In short, the Conservatives ought to think themselves lucky and Mrs May should at least sound grateful as Carers Week begins today.
Some hope. She doesn’t even seem to care much what her MPs and party members think either. I’m noticing my Twitter feed full of right-leaning political friends and acquaintances distancing themselves from DUP by posting curious messages of support for same-sex couple celebrities and mothers breastfeeding in public.
Now let’s contrast this to the Labour Party. Whatever you might think about leader Jeremy Corbyn – and there are plenty of people now eating their words – you cannot say that he did not care. Indeed, there are many who thought that he cared too much because his manifesto promised something for everyone and at unfathomable expense to the public purse.

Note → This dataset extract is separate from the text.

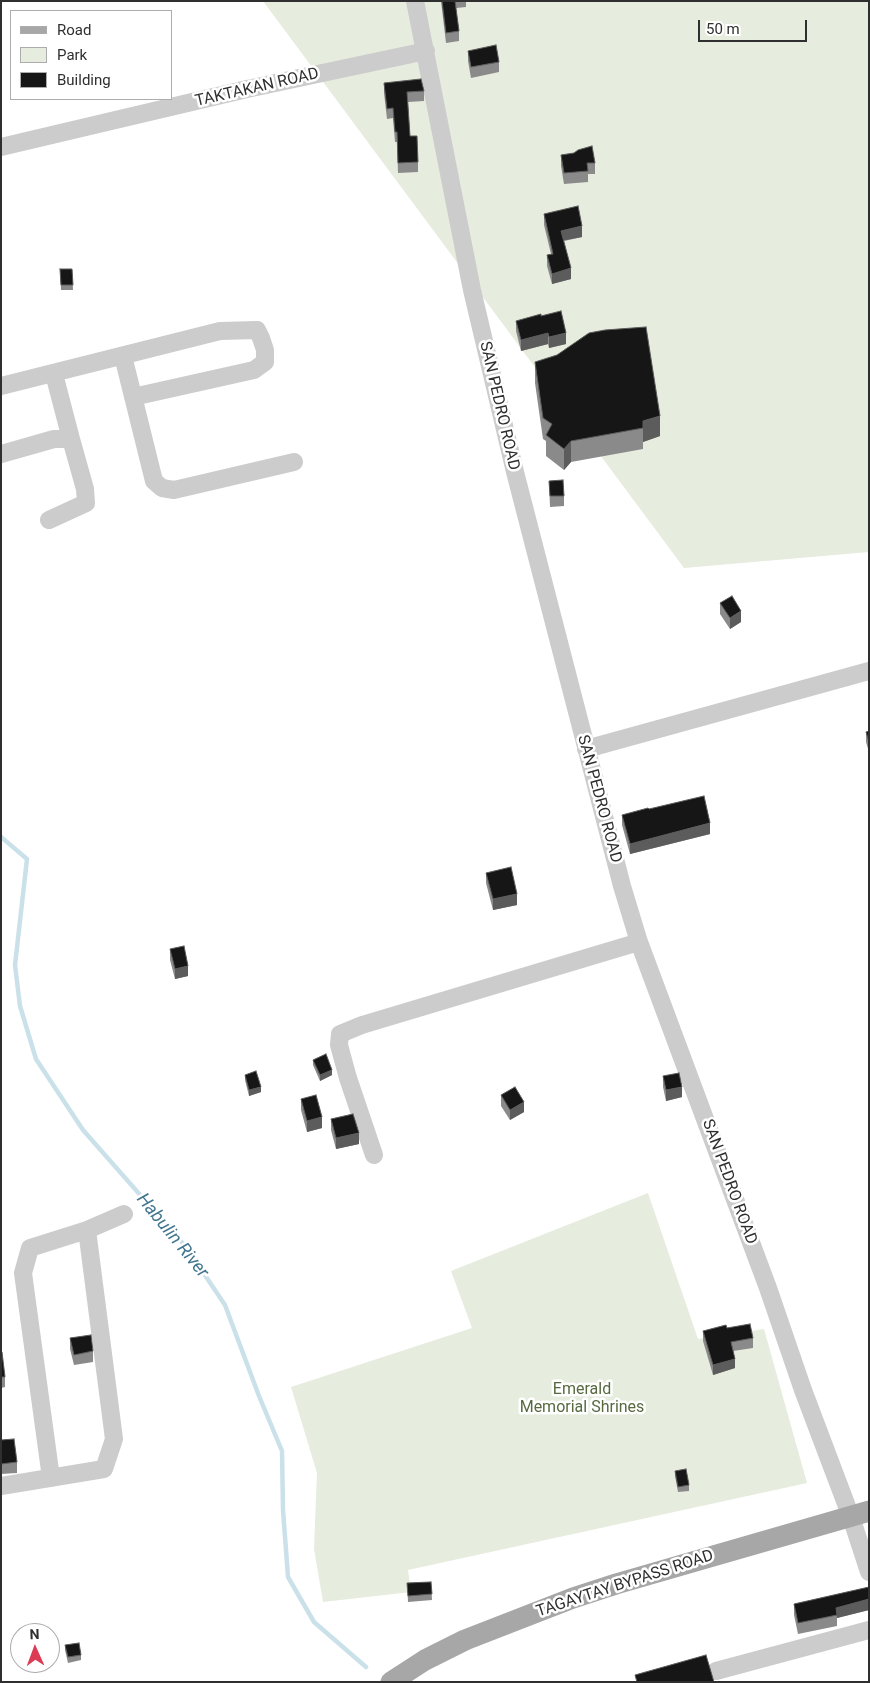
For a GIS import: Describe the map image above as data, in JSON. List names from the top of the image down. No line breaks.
{"streets":{"main road":["TAGAYTAY BYPASS ROAD"],"street":["TAKTAKAN ROAD","SAN PEDRO ROAD"]},"crossings":[["TAKTAKAN ROAD","SAN PEDRO ROAD"],["SAN PEDRO ROAD","TAGAYTAY BYPASS ROAD"]],"water":["Habulin River"],"parks":["Emerald Memorial Shrines"],"legend":["Road","Park","Building"],"scale_bar":"50 m","north":"top"}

It is true that you can’t buy votes; you need a possibility, a hope, a dream to believe in. In the end, this is what Mr Corbyn conjured up. And he did it by genuinely proving that he did care. He made himself available to the public, attended countless meetings and rallies, and actually seemed to listen.
He never dismissed the concerns of an underpaid nurse with scathing reference to a magic money tree. He galvanised the young vote through social media and sent his candidates knocking on street after street of doors.
Whether or not you like him personally, he appealed directly to the nation’s heart, whilst Mrs May is still struggling to prove that she has one.